Exercise details: Output the lines below from the one containing "m</b>Vire à esquerda</div></div>" through the end of the listing, inclusive, exactly as they appear, and nothing further.
━━━━━ Data shown
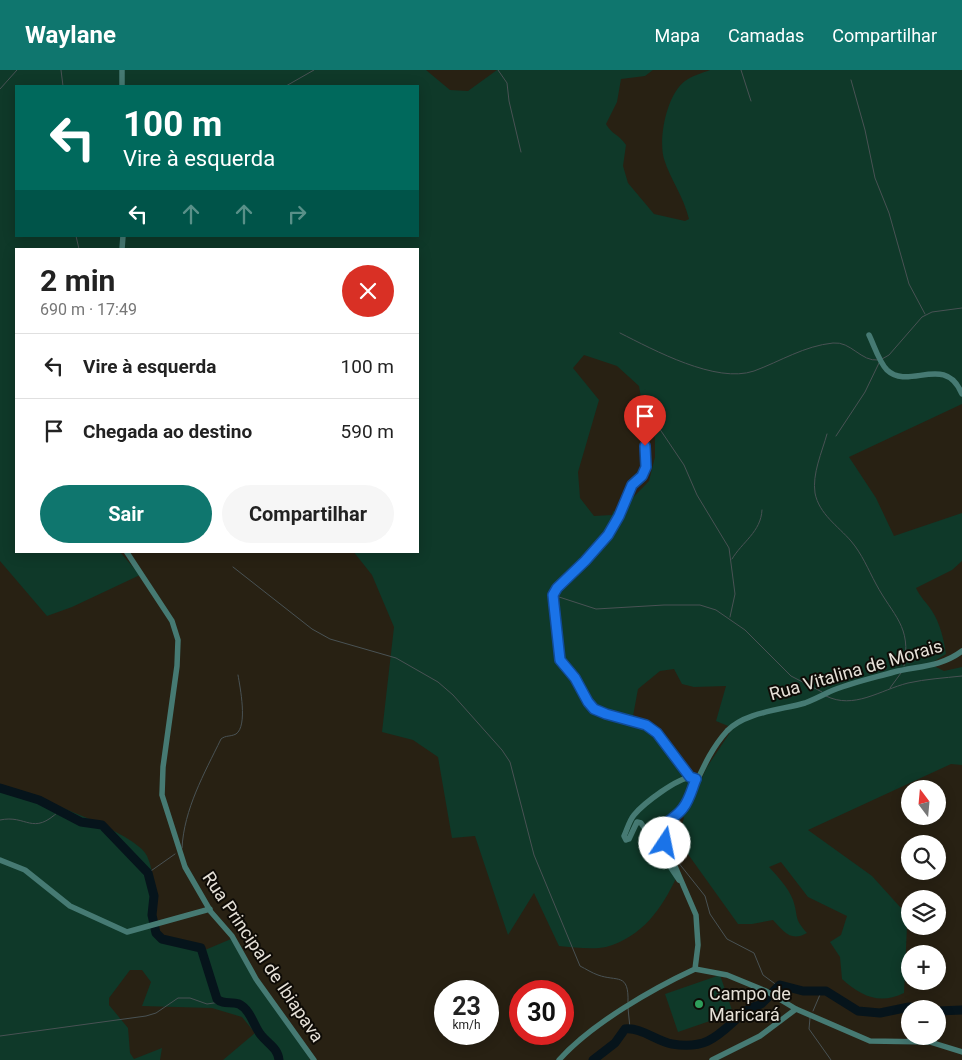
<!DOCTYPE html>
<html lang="pt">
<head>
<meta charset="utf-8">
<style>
  :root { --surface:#fff; --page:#f6f6f6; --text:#222; --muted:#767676; --line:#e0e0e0; --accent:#0f766e }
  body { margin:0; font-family:Roboto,sans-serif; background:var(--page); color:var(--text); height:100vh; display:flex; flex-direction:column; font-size:19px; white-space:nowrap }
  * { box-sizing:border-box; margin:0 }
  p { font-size:16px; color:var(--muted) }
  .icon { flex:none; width:28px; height:28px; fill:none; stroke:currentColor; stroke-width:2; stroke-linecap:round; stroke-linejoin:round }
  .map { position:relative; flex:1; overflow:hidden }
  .panel { position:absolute; left:15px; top:178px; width:404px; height:305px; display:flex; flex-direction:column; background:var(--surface); border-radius:0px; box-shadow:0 2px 12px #0003 }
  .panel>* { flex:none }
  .banner { position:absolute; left:15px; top:15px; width:404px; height:152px; border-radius:0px; box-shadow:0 2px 12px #0003; background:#00695c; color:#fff; overflow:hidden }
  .needle { width:32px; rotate:344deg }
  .controls { position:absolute; left:901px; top:710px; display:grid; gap:10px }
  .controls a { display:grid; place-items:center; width:45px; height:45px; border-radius:50%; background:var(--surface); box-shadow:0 2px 12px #0003; font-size:25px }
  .speed { position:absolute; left:434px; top:910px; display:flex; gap:10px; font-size:25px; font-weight:700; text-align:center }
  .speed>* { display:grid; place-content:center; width:65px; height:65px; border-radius:50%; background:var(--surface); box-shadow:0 2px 12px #0003; line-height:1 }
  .speed small { font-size:12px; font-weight:400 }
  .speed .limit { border:8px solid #d22; background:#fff; color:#111 }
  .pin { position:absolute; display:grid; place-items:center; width:42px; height:42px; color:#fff; margin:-51px -21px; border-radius:50% 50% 50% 0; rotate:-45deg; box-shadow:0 0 5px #0007 }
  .pin .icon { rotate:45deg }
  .me { position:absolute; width:55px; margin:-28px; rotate:11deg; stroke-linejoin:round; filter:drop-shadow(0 0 4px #0008) }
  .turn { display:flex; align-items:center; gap:18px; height:105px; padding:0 25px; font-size:22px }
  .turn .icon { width:65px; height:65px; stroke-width:2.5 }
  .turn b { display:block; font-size:35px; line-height:42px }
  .lanes { display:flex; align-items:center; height:48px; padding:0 25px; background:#0003; justify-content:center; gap:25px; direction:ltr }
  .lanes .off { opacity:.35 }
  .round { display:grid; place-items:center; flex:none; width:52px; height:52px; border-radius:26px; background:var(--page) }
  .summary { display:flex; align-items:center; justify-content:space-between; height:85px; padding:0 25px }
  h1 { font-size:30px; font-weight:700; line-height:38px }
  .action { display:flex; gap:10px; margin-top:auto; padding:10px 25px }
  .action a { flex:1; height:58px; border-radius:30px; background:var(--accent); color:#fff; font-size:20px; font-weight:700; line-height:58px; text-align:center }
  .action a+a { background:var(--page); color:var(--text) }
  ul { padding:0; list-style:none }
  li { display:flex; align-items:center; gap:15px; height:65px; padding:0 25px; border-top:1px solid var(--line) }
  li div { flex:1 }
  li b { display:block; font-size:19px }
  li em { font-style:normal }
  header { display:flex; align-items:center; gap:30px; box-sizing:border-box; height:70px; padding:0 25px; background:var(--accent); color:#fff }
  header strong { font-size:24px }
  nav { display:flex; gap:28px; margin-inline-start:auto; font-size:18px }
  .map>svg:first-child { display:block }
  .green { fill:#0f3929; fill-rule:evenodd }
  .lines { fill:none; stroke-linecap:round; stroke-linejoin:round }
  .stream { stroke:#495254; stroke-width:1 }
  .river { stroke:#06141b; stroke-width:9 }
  .minor { stroke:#467a73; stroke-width:5.5 }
  .route-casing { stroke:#114b97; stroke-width:12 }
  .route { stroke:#1a73e8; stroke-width:9 }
  .leisure-dot { fill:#2e9e5b; stroke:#0e0b06; stroke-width:2 }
  .labels { text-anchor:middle; stroke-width:4; stroke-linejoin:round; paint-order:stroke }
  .street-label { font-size:18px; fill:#e6e1d8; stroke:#0e0b06 }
  .poi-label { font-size:18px; fill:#e6e1d8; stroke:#0e0b06; text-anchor:start }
</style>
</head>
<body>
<header>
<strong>Waylane</strong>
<nav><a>Mapa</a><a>Camadas</a><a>Compartilhar</a></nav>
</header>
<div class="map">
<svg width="962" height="990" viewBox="0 0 962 990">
  <rect width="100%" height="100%" fill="#282113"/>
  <path class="green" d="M0,0H426L450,20L468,21L497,0H653L645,6L621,9L617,32L606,54C611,64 620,65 626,75L623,96L628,113L654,144L685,151L689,149C683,125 671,111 664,89C658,68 667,24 685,11C692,6 702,3 710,0H962V334L849,387L876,428L894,466L962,443V491L952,500L916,518C920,527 927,533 932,541C940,553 944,570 946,584L930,594L944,601L962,597V695L951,694L808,760L872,806L910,848V856H907L904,923C879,935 861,926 842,909L840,887L830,872L841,865L847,846L808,827L781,792L769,797C778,807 788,817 793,830C799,848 793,847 807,863C791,872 784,862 773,850L752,854H738L675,766L680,761L684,748L680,741L662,752L660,761L677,806C662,839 642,867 606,877C592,880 573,877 559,876L534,823L508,865L475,766L452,768L438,687L413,670L382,662L394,557L372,505L353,481H418V179H16V481H119L140,505L72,537L47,546L0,491ZM16,16H418V166H16ZM584,285L617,296L639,316L645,351L655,368V387L649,411L618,443L613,441L612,445L594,446L580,428L578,402L599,330L573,298ZM674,599L682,614L694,617L726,616L716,651L733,658L707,697L693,727L690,725L692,701L681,690L678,681L665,674L633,646L638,619L660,601Z
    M0,716C26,723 138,763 147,786C159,812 150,841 162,867L205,880L231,869L303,975L310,990H223L255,963L242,947L212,938L142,936L151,912L142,900H130L109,928V935L128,958L130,983L134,989L162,978L160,990H0Z
    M720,905L733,943L678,962L665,924Z"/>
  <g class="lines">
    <path class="stream" d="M61,0L63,16
      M498,0L507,13L509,31L521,82
      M741,0L751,31
      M851,10L865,60L875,108L889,143L909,214L925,244
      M286,16L314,0
      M0,19L17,0
      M76,166L79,179
      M620,263C654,280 716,314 754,301C781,291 804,276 833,273C851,271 861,292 878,290
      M882,289L889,285L922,247L932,242L962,238
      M653,349L684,395L697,425L729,478L735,524L730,547
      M827,364C822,382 812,404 815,423C819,444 838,456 851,471C862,484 868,499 876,514C893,546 912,556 904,596
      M836,366L865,322L879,293
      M732,489C742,472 761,462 762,440
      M233,497L312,559L330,569L396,588L438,612L453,625L502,680L510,692L534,785L580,896C586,899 592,903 598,905C617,912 629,902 628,932
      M556,526L596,539L664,535H700L716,540L745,560L791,606L822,622
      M890,618L901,603
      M826,626C854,640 880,620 908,613C926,609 944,608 962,606
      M0,750C27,744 32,767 59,741
      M668,774L672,756L688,734
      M182,778C184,739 204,704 221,669C226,665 230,667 236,664C248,656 240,617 238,605
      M674,787L705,826L710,844L727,869L754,883L763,905L778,916
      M148,803L175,784
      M628,938L630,958
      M813,941L822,920
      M810,948L809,959L831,990
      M0,966L146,946L156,943L178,928H190L207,934L220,932"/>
    <path class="river" d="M0,718L39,730L81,752L102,755L148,803L154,826L152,845L156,863L162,869L201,878L217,929C223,935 231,931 239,934C251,940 254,957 261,965C268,974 278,978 279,990
      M938,941L962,940
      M593,990L615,973L625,959C641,957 656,971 672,974C711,981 721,961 747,940C752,936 757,937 761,934C768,928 773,921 780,915L803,921H826L858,941L880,943L909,937L926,939"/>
    <path class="minor" d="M122,0V16
      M122,179L123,166
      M869,265C874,275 879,292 887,300C909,321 945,283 962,324
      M638,340L645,375L646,397L642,406L632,415L624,436L608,465L554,522L558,583C561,594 569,599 575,608C581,618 584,630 593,638C611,652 638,648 657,663L689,707
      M126,481L172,551L178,570L177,596L163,697L162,725L185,797L211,842L232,866L256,909L314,990
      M0,790L25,800L70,836L127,862L210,839
      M679,810L641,753L637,752L629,769L626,770L624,766C627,760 629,751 634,745C644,733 677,708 692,707
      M695,899L698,875L696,845L665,773C658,749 678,749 688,730C700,706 708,682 727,661C745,642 781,640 805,633C813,630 821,626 829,622C849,613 873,608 894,602C918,596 941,597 962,581
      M695,899L727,905L766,921L796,939L870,971L930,972L962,982
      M559,990C591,954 652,919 695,899
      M712,990L760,966L796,939"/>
  </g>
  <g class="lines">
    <defs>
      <path id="route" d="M645,376L646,397L642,406L632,415L619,446L608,465L585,491L557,518L553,525L554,535L560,590L575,608L588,632L594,639L606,644L646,655L657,663L690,707L696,709C692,718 690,729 683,738C672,753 658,750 665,773"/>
    </defs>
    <use href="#route" class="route-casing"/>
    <use href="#route" class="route"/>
  </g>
  <circle class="leisure-dot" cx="699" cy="934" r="5"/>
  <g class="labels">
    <g class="street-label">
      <text transform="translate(856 600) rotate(-16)" y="6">Rua Vitalina de Morais</text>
      <text transform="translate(263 887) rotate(56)" y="6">Rua Principal de Ibiapava</text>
    </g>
    <g class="poi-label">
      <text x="709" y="930">Campo de<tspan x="709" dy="21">Maricará</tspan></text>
    </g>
  </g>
</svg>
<div class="controls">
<a><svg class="needle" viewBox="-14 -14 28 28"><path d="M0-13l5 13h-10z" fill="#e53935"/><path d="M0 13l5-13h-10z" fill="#767676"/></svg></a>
<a><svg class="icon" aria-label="search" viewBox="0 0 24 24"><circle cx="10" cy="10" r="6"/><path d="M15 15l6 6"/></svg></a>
<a><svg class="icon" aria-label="layers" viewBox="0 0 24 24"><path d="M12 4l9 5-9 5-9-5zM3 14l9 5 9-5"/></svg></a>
<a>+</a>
<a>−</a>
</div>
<div class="speed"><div>23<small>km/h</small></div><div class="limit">30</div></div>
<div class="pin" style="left:645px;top:376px;background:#d93025"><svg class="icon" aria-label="arrive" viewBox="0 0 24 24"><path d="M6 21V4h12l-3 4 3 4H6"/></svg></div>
<svg class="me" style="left:665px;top:773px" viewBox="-20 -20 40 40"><circle r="19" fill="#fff"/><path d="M0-13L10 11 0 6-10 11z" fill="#1a73e8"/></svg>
<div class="banner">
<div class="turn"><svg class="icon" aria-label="left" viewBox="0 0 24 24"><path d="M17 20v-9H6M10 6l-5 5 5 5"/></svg><div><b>100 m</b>Vire à esquerda</div></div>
<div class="lanes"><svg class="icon" aria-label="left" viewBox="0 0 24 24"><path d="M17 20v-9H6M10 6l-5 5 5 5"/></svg><svg class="icon off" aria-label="ahead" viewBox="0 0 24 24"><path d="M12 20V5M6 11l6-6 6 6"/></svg><svg class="icon off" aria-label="ahead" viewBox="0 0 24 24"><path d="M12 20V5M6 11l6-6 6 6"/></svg><svg class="icon off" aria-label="right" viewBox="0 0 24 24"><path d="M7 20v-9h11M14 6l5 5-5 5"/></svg></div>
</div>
<section class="panel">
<div class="summary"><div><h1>2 min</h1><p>690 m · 17:49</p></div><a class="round" style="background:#d93025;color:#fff"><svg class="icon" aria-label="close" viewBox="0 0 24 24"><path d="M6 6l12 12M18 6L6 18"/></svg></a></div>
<ul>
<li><svg class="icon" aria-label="left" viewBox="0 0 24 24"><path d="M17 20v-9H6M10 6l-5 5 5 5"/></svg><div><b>Vire à esquerda</b></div><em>100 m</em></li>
<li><svg class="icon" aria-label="arrive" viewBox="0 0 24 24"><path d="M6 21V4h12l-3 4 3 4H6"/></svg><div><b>Chegada ao destino</b></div><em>590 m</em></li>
</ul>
<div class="action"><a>Sair</a><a>Compartilhar</a></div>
</section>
</div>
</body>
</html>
━━━━━━━━━━
Response to this exercise:
<div class="turn"><svg class="icon" aria-label="left" viewBox="0 0 24 24"><path d="M17 20v-9H6M10 6l-5 5 5 5"/></svg><div><b>100 m</b>Vire à esquerda</div></div>
<div class="lanes"><svg class="icon" aria-label="left" viewBox="0 0 24 24"><path d="M17 20v-9H6M10 6l-5 5 5 5"/></svg><svg class="icon off" aria-label="ahead" viewBox="0 0 24 24"><path d="M12 20V5M6 11l6-6 6 6"/></svg><svg class="icon off" aria-label="ahead" viewBox="0 0 24 24"><path d="M12 20V5M6 11l6-6 6 6"/></svg><svg class="icon off" aria-label="right" viewBox="0 0 24 24"><path d="M7 20v-9h11M14 6l5 5-5 5"/></svg></div>
</div>
<section class="panel">
<div class="summary"><div><h1>2 min</h1><p>690 m · 17:49</p></div><a class="round" style="background:#d93025;color:#fff"><svg class="icon" aria-label="close" viewBox="0 0 24 24"><path d="M6 6l12 12M18 6L6 18"/></svg></a></div>
<ul>
<li><svg class="icon" aria-label="left" viewBox="0 0 24 24"><path d="M17 20v-9H6M10 6l-5 5 5 5"/></svg><div><b>Vire à esquerda</b></div><em>100 m</em></li>
<li><svg class="icon" aria-label="arrive" viewBox="0 0 24 24"><path d="M6 21V4h12l-3 4 3 4H6"/></svg><div><b>Chegada ao destino</b></div><em>590 m</em></li>
</ul>
<div class="action"><a>Sair</a><a>Compartilhar</a></div>
</section>
</div>
</body>
</html>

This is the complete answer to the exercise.